● Requirement
Between the line containing "function write(font, color, halo, rows, align" and the line containing "M171,31L172,100L136,95L131,81V32Z" lies a run of lines; give that run again exactly, with both of those lines, and nothing else from the entries below.

● Supplied data
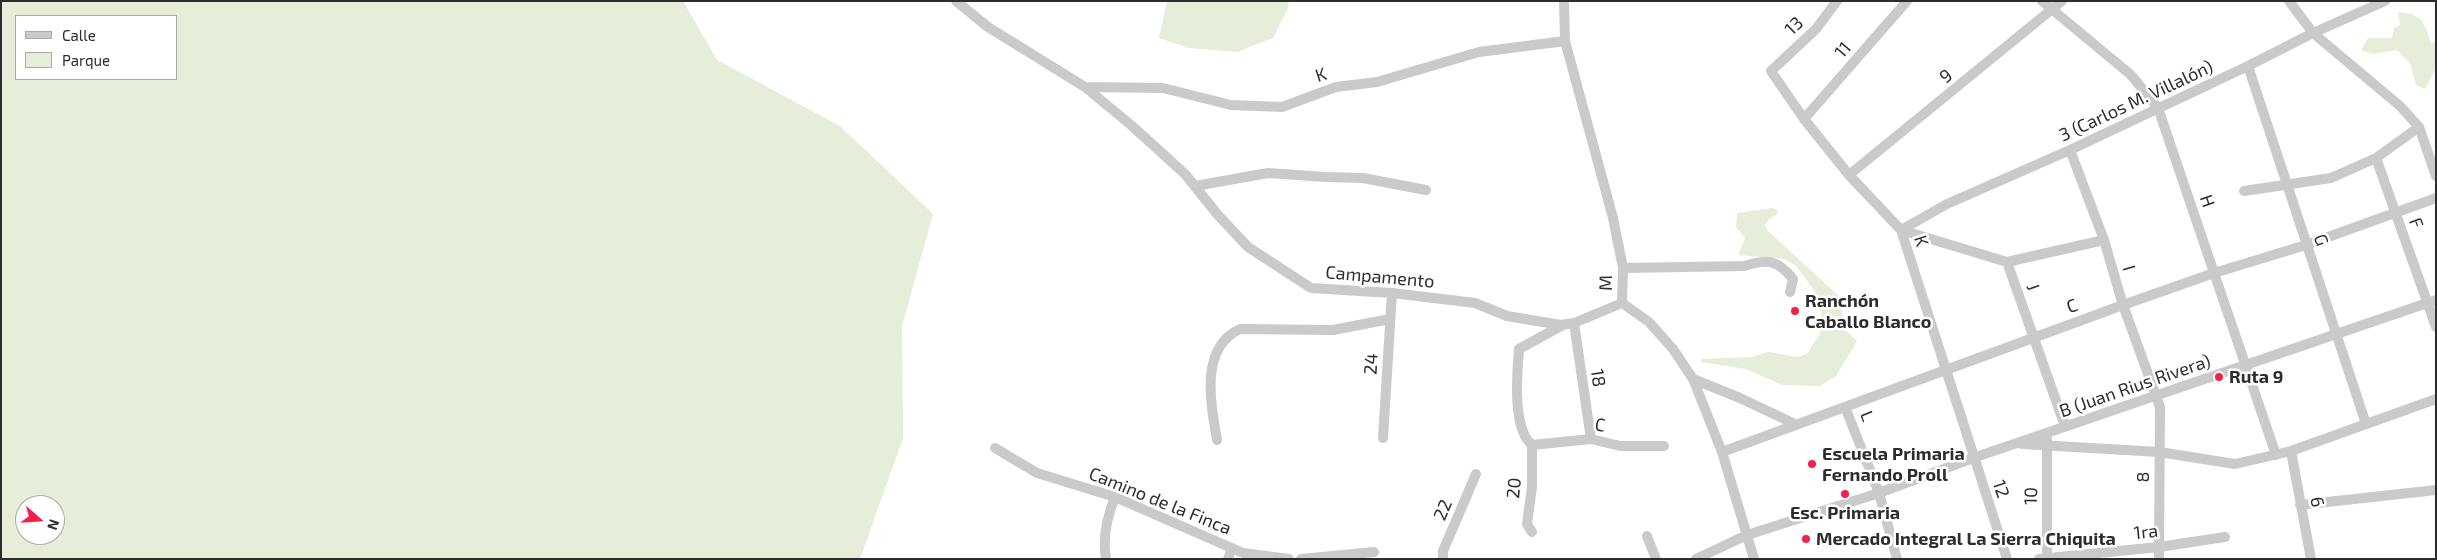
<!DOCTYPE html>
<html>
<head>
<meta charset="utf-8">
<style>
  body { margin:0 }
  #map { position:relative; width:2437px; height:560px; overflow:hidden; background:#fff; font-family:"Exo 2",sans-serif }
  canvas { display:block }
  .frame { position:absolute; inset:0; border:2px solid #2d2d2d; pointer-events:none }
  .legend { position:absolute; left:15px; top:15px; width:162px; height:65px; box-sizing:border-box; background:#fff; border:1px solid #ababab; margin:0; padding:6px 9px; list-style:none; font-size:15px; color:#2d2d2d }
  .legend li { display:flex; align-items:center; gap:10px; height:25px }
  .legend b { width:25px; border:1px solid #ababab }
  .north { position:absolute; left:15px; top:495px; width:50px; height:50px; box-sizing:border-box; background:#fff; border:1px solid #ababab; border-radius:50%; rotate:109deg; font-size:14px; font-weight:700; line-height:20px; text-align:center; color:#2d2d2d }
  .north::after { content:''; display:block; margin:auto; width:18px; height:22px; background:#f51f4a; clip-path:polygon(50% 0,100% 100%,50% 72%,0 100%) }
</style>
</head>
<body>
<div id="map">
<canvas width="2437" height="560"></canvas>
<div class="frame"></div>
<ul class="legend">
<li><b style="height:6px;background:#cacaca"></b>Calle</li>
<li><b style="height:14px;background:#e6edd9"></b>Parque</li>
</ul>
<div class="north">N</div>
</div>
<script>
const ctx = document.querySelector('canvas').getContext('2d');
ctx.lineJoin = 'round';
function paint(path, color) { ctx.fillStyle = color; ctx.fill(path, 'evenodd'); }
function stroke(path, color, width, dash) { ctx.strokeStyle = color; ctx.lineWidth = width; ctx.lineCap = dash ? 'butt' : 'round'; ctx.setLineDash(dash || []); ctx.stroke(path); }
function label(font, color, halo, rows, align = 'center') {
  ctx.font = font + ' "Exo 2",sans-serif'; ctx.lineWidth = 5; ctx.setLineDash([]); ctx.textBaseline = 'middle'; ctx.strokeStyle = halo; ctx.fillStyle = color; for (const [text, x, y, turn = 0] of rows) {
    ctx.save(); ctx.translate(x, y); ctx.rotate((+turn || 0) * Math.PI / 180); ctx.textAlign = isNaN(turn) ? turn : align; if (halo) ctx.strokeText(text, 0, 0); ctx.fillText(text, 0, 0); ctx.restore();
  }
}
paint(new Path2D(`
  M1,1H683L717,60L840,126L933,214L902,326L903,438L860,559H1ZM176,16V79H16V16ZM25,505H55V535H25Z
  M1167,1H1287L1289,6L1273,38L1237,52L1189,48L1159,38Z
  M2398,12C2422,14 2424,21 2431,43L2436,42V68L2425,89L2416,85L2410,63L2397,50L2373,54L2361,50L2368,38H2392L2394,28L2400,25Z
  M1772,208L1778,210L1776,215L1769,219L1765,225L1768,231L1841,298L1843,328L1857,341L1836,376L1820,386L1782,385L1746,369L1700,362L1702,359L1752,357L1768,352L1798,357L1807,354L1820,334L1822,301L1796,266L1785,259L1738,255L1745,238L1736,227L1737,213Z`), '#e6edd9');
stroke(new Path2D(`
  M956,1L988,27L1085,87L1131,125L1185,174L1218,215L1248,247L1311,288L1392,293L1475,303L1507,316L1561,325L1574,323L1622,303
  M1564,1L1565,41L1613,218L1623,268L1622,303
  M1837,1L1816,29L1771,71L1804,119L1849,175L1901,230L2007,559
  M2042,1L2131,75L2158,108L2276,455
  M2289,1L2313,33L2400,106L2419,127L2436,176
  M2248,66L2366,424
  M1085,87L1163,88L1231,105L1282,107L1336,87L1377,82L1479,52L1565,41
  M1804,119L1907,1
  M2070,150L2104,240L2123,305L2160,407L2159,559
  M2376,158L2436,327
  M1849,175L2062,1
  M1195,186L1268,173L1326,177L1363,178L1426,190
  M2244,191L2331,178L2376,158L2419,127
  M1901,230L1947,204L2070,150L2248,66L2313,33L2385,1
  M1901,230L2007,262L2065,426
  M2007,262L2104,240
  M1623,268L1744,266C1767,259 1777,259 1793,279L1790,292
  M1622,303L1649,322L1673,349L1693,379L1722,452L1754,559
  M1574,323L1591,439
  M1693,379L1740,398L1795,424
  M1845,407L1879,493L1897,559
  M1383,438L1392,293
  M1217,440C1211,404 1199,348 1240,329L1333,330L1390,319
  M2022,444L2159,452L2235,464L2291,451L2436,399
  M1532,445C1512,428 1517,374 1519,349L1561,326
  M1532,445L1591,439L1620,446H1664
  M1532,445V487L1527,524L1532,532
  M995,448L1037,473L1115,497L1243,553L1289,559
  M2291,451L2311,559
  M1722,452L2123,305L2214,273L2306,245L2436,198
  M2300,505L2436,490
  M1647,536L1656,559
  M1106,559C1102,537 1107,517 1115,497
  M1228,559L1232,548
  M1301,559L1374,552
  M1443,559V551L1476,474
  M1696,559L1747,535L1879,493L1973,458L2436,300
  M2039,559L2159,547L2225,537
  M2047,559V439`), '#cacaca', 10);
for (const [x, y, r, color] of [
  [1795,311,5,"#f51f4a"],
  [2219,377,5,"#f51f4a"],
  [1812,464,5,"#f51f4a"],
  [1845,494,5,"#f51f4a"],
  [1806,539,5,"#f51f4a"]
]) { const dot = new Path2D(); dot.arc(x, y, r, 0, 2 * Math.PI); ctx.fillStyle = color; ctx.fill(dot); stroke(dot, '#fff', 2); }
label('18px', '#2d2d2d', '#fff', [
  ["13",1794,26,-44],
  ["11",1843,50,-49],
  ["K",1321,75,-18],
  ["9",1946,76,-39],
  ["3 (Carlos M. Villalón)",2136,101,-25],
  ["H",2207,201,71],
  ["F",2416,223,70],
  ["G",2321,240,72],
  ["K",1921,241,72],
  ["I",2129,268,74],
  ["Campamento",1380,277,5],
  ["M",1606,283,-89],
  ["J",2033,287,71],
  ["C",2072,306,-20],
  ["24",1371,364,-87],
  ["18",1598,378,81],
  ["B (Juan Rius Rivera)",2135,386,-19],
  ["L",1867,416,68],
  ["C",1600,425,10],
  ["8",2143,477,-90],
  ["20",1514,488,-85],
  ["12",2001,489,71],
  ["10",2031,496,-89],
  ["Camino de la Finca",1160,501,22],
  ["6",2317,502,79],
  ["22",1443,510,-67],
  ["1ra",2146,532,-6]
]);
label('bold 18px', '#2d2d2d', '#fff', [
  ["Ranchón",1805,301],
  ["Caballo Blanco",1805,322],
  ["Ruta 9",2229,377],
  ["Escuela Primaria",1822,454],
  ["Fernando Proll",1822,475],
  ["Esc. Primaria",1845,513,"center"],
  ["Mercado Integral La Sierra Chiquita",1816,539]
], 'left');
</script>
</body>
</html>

---

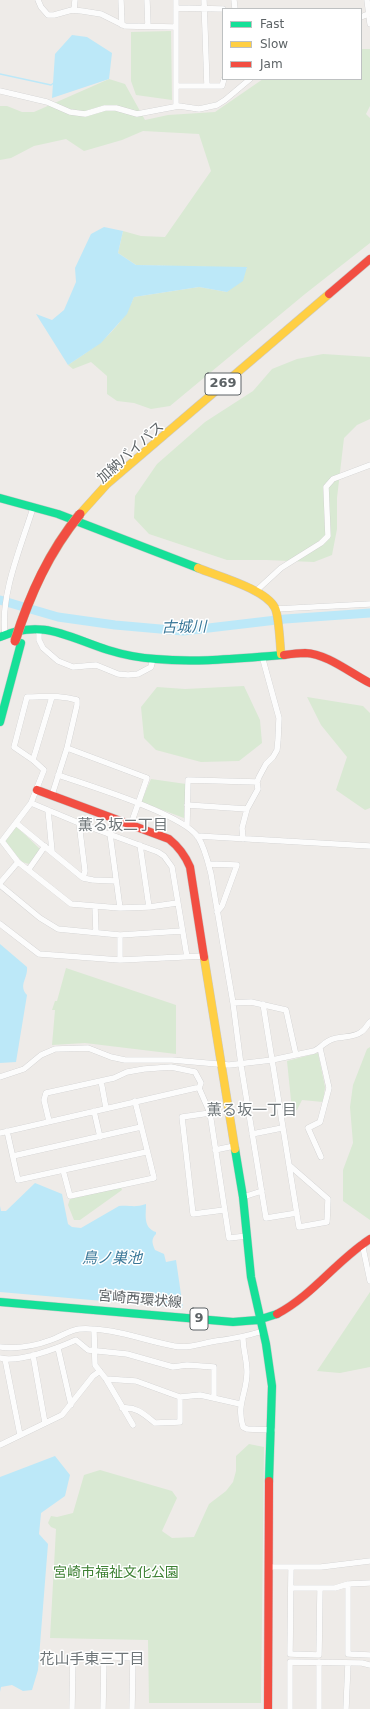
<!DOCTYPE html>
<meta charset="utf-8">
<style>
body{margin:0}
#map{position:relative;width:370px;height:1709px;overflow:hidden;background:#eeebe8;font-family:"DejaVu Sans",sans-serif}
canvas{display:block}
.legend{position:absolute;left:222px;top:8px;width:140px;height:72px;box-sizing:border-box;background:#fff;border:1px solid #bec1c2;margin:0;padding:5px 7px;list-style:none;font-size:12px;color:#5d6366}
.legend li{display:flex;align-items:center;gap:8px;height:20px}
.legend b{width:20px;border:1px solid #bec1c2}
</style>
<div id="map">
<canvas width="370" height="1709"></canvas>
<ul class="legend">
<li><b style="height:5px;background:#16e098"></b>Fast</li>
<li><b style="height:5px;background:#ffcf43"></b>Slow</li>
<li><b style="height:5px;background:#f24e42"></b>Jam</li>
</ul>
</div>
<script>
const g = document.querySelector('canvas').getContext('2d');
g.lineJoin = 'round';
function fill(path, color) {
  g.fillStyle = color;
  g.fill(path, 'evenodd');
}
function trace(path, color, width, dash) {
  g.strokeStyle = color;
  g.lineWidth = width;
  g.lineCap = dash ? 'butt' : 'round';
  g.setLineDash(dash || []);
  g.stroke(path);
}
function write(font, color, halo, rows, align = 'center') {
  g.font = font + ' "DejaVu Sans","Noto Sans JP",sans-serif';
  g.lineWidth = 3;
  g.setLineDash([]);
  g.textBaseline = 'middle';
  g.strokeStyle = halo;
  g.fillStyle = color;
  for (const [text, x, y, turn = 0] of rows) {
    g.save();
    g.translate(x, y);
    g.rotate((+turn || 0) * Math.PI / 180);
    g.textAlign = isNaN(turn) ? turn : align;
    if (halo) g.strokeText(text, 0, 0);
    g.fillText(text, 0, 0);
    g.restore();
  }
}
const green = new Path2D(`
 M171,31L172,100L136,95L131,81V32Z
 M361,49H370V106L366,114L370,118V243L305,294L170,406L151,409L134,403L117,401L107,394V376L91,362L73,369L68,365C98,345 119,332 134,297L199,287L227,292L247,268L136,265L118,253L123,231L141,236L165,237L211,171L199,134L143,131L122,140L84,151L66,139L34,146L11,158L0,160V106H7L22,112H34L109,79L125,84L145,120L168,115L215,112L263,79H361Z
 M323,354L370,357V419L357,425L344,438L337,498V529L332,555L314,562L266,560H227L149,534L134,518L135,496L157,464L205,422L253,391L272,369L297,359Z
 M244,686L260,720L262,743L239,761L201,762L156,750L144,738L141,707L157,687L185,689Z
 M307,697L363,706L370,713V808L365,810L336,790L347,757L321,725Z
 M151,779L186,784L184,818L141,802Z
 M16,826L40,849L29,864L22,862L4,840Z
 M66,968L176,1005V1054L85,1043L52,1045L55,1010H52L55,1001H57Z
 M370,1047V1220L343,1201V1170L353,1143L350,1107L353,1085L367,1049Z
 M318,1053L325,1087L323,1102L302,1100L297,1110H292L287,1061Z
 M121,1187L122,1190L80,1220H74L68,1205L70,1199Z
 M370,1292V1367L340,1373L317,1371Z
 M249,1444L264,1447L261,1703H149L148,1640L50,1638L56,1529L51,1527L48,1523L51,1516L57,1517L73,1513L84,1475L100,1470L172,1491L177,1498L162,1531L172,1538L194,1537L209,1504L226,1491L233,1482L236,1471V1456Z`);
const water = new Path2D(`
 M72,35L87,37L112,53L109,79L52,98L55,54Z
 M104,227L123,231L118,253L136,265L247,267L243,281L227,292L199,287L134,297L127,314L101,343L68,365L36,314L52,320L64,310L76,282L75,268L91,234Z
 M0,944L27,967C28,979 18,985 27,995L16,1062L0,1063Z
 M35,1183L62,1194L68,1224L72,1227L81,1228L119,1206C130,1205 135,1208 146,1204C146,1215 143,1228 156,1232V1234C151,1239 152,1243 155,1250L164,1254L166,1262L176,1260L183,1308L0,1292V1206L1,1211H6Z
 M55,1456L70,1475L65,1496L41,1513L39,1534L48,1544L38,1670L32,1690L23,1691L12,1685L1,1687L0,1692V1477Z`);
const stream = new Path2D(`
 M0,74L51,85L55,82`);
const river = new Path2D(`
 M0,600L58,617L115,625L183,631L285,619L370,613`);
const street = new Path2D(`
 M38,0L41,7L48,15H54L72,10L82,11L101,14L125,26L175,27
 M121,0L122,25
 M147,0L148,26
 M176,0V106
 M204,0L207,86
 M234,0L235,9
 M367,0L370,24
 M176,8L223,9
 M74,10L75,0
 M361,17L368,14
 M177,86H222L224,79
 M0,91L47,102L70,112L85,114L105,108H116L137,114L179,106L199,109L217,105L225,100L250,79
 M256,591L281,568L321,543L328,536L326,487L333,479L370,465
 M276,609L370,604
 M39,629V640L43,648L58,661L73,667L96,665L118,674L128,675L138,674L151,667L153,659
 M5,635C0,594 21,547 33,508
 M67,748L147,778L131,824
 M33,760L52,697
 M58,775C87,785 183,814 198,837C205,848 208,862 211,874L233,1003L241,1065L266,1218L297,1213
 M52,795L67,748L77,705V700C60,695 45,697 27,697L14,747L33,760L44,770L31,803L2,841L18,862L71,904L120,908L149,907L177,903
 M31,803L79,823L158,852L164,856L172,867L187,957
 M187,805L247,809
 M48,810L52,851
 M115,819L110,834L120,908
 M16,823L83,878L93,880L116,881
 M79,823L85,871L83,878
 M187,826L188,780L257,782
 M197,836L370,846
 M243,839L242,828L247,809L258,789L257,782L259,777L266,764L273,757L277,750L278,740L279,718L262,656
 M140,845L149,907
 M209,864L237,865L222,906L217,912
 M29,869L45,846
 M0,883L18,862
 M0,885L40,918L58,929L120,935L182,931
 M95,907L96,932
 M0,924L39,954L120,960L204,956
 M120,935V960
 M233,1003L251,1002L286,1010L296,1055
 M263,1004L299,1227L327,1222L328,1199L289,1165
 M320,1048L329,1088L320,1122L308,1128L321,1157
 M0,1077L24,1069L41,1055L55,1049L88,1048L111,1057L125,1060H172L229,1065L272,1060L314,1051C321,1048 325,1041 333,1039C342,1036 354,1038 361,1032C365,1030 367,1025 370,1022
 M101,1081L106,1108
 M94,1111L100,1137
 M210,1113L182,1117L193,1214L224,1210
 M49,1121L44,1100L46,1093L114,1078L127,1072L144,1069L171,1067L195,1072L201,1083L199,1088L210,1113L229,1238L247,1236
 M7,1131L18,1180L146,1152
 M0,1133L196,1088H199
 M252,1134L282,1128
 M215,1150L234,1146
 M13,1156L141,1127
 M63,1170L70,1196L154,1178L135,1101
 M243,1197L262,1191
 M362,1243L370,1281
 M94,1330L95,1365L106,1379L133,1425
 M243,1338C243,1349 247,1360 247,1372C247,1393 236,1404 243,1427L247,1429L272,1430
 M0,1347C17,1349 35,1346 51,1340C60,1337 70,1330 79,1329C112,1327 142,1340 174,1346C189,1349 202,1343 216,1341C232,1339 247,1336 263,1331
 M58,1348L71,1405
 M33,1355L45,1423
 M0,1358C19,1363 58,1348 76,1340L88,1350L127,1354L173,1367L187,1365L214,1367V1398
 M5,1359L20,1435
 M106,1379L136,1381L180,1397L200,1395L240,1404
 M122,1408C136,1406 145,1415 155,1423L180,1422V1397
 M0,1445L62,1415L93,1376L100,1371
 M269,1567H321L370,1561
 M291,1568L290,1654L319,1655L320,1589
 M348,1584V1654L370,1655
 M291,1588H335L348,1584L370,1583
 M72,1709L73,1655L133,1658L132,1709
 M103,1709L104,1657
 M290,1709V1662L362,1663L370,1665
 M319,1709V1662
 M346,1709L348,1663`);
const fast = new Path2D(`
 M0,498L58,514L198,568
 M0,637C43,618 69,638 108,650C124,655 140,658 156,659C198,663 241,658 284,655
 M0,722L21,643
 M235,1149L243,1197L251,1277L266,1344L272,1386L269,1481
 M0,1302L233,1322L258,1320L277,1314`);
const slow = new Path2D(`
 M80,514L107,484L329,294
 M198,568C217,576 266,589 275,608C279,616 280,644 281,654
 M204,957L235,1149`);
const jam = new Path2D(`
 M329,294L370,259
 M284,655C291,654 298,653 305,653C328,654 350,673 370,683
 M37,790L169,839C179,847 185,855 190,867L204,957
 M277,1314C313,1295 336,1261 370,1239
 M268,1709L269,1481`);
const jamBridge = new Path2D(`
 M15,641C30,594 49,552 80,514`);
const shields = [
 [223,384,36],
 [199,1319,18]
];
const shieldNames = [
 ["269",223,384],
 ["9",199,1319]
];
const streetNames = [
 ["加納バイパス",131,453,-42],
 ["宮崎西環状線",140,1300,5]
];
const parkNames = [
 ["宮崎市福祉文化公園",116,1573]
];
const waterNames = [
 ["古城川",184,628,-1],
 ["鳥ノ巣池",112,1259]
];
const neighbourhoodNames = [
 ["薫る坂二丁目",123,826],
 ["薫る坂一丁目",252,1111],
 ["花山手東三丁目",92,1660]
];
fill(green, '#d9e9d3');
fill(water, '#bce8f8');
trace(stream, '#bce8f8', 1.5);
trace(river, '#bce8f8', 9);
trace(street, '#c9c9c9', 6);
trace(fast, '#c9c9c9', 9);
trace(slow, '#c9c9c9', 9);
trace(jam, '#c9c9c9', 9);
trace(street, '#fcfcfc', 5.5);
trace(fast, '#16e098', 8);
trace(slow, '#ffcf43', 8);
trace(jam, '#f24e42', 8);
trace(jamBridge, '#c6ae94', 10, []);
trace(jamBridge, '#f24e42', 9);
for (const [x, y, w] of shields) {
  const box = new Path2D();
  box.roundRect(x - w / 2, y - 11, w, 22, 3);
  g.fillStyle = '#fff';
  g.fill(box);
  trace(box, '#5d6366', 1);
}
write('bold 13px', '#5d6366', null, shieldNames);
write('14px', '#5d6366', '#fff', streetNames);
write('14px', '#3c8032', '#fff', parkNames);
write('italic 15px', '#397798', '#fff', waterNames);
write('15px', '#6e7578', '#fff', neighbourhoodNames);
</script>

● Response for this exercise
function write(font, color, halo, rows, align = 'center') {
  g.font = font + ' "DejaVu Sans","Noto Sans JP",sans-serif';
  g.lineWidth = 3;
  g.setLineDash([]);
  g.textBaseline = 'middle';
  g.strokeStyle = halo;
  g.fillStyle = color;
  for (const [text, x, y, turn = 0] of rows) {
    g.save();
    g.translate(x, y);
    g.rotate((+turn || 0) * Math.PI / 180);
    g.textAlign = isNaN(turn) ? turn : align;
    if (halo) g.strokeText(text, 0, 0);
    g.fillText(text, 0, 0);
    g.restore();
  }
}
const green = new Path2D(`
 M171,31L172,100L136,95L131,81V32Z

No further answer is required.